> **EXERCISE DIRECTIONS**: Look through the entries below and extract exactly the lines from the one containing "display:flex; align-items:center; gap:12px;" through the one containing "display:flex; align-items:center; gap:24px;", ends included.

(Stored items)
━━━━

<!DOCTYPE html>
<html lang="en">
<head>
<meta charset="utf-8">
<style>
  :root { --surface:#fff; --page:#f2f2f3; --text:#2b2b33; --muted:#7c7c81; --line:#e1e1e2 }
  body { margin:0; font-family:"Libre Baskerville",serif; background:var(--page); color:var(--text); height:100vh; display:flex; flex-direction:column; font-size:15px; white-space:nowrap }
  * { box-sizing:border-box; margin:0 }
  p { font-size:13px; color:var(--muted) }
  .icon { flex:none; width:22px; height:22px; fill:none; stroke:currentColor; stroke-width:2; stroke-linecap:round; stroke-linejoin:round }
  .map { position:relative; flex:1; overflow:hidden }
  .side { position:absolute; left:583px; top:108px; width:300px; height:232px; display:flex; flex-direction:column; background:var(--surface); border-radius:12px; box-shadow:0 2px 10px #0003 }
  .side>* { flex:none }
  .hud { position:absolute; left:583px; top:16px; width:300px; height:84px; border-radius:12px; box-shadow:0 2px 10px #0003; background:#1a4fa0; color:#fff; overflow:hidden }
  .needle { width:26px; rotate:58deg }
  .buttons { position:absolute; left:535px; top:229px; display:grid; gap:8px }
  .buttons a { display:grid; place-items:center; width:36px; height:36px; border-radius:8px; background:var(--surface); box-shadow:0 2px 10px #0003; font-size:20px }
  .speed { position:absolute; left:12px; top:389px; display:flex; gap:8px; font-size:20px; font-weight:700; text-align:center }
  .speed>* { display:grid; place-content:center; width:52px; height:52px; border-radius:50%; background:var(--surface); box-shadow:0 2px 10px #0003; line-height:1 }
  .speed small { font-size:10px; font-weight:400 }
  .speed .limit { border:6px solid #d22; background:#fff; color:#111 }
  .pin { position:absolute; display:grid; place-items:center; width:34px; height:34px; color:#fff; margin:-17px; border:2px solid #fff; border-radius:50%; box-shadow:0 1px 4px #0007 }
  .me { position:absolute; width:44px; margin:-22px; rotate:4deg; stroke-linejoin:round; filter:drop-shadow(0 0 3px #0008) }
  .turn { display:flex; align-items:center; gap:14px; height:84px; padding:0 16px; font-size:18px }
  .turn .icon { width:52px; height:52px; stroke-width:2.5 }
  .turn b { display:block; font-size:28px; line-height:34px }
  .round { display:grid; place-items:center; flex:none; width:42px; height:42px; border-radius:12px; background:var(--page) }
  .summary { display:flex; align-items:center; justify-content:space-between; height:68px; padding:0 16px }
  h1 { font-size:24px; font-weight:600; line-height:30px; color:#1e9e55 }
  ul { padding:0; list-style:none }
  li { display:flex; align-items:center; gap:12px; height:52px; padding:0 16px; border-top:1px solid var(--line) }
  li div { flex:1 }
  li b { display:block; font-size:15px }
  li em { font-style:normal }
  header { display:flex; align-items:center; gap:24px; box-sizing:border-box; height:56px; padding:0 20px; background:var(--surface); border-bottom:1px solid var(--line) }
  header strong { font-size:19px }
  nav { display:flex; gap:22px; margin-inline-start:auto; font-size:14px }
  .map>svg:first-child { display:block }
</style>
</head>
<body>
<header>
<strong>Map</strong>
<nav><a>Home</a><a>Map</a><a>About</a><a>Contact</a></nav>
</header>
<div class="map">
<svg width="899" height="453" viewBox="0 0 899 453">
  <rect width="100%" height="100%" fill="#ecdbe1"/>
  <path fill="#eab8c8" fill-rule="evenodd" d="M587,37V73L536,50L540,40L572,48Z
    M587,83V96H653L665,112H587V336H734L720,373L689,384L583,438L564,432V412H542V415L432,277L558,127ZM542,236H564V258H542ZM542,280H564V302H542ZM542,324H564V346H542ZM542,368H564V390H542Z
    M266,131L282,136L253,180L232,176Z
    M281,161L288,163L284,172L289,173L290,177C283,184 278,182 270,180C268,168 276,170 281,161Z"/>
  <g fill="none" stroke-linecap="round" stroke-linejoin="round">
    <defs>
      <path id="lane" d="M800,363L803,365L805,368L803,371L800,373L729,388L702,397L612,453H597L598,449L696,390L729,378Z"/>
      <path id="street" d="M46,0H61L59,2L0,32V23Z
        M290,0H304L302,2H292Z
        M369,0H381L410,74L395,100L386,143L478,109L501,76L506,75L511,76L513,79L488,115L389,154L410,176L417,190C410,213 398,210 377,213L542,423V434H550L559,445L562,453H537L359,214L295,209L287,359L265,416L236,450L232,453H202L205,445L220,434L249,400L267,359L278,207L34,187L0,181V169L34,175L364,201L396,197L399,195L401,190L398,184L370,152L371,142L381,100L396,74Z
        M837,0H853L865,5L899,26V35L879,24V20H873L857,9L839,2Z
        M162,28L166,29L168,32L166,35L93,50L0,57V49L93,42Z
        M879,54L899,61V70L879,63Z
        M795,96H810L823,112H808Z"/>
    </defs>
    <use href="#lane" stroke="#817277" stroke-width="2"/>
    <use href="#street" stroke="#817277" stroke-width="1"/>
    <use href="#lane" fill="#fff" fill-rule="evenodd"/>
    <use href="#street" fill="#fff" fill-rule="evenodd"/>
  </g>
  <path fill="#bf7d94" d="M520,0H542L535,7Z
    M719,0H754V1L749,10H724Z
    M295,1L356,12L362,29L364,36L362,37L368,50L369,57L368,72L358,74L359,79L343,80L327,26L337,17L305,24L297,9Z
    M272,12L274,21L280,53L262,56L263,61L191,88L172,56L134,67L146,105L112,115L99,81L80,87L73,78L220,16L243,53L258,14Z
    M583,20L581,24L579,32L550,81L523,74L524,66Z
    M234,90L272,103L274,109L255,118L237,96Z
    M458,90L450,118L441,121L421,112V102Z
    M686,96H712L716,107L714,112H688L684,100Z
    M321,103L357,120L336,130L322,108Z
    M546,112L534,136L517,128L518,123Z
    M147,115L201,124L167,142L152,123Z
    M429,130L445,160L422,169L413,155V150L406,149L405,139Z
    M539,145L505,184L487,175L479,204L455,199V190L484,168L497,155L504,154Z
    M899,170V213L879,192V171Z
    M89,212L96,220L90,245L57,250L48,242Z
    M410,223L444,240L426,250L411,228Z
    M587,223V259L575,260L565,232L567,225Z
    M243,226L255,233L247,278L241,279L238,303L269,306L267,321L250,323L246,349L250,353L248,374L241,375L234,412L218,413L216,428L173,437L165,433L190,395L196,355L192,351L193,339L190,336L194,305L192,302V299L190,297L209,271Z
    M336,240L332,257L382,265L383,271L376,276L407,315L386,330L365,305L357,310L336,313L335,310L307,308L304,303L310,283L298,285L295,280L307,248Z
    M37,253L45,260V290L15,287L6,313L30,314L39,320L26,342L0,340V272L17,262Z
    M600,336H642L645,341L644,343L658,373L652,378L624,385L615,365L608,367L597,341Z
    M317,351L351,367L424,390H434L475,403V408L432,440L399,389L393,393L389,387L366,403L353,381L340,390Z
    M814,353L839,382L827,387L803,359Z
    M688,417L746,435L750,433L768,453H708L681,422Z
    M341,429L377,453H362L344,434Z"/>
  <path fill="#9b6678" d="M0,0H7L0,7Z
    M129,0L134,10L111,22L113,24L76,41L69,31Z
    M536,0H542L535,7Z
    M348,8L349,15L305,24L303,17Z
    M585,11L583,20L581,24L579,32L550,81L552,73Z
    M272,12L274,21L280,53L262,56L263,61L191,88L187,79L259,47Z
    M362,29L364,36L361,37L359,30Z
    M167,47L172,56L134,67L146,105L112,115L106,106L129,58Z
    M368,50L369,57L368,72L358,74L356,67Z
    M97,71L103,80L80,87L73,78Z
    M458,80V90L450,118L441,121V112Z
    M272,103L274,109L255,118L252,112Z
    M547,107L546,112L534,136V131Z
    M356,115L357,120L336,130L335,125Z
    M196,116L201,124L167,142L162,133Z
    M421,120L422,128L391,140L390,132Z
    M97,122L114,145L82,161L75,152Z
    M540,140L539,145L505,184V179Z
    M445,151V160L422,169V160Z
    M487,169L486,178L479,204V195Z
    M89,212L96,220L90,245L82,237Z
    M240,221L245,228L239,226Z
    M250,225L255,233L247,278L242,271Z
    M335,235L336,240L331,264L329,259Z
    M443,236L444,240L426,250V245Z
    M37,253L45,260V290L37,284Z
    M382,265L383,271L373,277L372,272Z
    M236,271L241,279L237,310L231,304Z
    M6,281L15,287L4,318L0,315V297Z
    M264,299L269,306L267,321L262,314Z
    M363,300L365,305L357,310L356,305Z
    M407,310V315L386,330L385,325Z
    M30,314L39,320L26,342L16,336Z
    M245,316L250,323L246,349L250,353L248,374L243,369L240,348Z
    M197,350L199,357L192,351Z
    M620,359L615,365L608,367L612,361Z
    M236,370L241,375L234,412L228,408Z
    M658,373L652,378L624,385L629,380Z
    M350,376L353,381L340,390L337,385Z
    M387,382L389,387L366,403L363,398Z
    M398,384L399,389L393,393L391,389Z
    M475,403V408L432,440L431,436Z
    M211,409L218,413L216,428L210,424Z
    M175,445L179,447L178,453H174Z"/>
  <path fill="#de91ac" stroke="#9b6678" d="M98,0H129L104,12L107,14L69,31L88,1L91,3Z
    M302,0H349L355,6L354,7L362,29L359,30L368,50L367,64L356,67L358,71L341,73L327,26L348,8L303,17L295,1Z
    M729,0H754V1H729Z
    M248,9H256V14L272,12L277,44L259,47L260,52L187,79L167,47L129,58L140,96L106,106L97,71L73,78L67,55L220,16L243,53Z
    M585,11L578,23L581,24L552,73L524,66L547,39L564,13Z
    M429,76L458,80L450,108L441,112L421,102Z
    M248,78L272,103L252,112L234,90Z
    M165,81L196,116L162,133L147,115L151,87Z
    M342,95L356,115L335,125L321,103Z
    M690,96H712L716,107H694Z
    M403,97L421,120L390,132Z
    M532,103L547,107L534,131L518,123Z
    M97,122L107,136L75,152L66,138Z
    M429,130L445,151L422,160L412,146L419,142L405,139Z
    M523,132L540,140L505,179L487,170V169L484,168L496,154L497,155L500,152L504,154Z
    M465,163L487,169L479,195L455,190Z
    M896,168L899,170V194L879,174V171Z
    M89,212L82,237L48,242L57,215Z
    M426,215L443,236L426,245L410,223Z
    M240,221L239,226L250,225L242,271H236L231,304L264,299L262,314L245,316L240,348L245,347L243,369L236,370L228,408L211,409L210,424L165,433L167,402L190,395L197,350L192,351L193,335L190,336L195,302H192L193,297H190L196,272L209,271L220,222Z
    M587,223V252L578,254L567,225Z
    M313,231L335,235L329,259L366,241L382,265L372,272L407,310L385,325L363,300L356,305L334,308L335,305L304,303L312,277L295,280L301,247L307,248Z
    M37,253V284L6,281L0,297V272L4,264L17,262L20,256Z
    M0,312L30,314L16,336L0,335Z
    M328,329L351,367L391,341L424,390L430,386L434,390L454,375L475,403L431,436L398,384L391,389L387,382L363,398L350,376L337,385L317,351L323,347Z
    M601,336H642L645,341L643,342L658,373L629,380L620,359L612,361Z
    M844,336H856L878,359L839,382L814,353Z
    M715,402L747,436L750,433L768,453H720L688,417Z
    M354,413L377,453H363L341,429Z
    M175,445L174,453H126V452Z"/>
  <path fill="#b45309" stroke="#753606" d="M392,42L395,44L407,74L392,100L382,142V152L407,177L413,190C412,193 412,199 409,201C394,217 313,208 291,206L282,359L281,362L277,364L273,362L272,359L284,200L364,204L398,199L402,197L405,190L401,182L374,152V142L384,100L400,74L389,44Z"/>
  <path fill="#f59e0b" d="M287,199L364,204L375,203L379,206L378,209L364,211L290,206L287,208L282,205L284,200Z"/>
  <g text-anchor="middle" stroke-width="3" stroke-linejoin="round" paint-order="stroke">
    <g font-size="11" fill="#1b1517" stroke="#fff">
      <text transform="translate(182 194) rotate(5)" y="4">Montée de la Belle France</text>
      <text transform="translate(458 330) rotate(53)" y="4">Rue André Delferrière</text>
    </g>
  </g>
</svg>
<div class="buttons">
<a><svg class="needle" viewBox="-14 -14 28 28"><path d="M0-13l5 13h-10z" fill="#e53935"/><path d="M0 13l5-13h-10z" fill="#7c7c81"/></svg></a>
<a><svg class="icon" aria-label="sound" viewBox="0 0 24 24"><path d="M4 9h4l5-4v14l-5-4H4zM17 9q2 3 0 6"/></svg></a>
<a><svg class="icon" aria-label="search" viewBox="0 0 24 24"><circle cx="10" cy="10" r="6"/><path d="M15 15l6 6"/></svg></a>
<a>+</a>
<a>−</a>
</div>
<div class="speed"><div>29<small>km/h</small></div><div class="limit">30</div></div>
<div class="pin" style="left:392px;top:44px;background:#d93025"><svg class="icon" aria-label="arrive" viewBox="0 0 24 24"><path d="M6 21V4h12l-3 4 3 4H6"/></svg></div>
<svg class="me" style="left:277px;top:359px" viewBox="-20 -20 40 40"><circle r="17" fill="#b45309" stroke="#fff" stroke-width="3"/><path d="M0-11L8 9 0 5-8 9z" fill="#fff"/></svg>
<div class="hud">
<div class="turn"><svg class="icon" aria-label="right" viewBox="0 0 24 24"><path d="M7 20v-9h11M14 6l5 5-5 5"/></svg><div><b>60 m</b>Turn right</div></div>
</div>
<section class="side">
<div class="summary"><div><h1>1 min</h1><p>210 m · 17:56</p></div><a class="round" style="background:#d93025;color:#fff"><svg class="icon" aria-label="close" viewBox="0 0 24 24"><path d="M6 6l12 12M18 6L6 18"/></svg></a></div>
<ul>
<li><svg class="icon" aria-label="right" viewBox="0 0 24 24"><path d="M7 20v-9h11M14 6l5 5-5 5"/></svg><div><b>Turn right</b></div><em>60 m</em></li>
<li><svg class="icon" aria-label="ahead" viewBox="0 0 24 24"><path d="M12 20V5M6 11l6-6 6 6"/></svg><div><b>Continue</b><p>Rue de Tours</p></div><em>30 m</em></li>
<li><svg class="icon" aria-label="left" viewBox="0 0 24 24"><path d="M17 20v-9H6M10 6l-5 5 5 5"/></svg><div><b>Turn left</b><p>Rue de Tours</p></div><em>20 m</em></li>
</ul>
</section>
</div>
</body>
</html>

━━━━

> **THE ANSWER**:
  li { display:flex; align-items:center; gap:12px; height:52px; padding:0 16px; border-top:1px solid var(--line) }
  li div { flex:1 }
  li b { display:block; font-size:15px }
  li em { font-style:normal }
  header { display:flex; align-items:center; gap:24px; box-sizing:border-box; height:56px; padding:0 20px; background:var(--surface); border-bottom:1px solid var(--line) }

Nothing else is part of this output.